WHAT IS EXPECTED: Where in the data does the word "right" appear? Find those lines and copy them.

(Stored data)
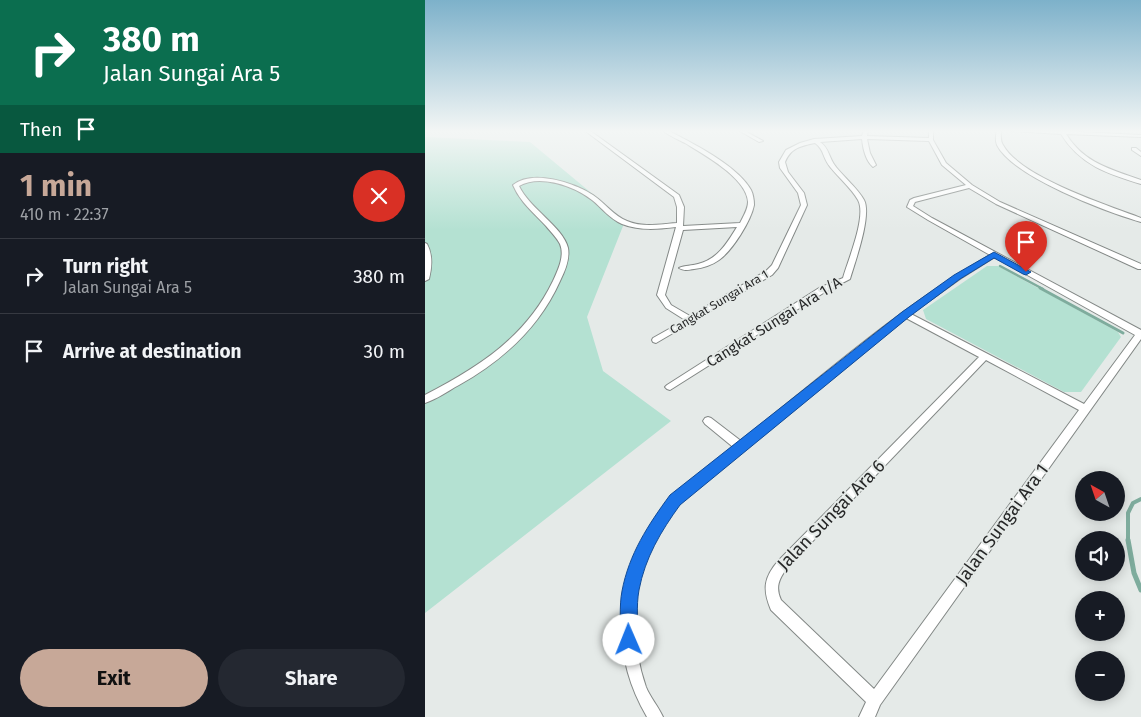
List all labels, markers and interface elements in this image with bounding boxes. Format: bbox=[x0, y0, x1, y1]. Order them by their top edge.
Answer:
text: 380 m bbox=[103, 18, 200, 60]
icon: right bbox=[20, 20, 85, 85]
text: Jalan Sungai Ara 5 bbox=[103, 60, 280, 87]
icon: arrive bbox=[72, 115, 100, 143]
text: Then bbox=[20, 118, 62, 141]
text: 1 min bbox=[20, 168, 92, 204]
button: close bbox=[353, 170, 405, 222]
text: 410 m · 22:37 bbox=[20, 205, 109, 224]
pin bbox=[1005, 221, 1047, 272]
icon: arrive bbox=[1012, 228, 1040, 256]
text: Turn right bbox=[63, 255, 148, 278]
icon: right bbox=[20, 262, 48, 290]
text: 380 m bbox=[353, 265, 405, 288]
street label: Cangkat Sungai Ara 1 bbox=[667, 267, 771, 337]
street label: Cangkat Sungai Ara 1/A bbox=[703, 273, 845, 371]
text: Jalan Sungai Ara 5 bbox=[63, 278, 192, 297]
icon: arrive bbox=[20, 337, 48, 365]
text: Arrive at destination bbox=[63, 340, 242, 363]
text: 30 m bbox=[364, 340, 405, 363]
street label: Jalan Sungai Ara 6 bbox=[772, 455, 890, 575]
street label: Jalan Sungai Ara 1 bbox=[951, 459, 1053, 589]
north arrow bbox=[1075, 471, 1125, 521]
map controls bbox=[1075, 471, 1125, 701]
button: sound bbox=[1075, 531, 1125, 581]
button: + bbox=[1075, 591, 1125, 641]
position arrow bbox=[602, 613, 654, 665]
button: Exit bbox=[20, 649, 208, 707]
button: Share bbox=[218, 649, 405, 707]
button: − bbox=[1075, 651, 1125, 701]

FINAL ANSWER:
icon: right bbox=[20, 20, 85, 85]
text: Turn right bbox=[63, 255, 148, 278]
icon: right bbox=[20, 262, 48, 290]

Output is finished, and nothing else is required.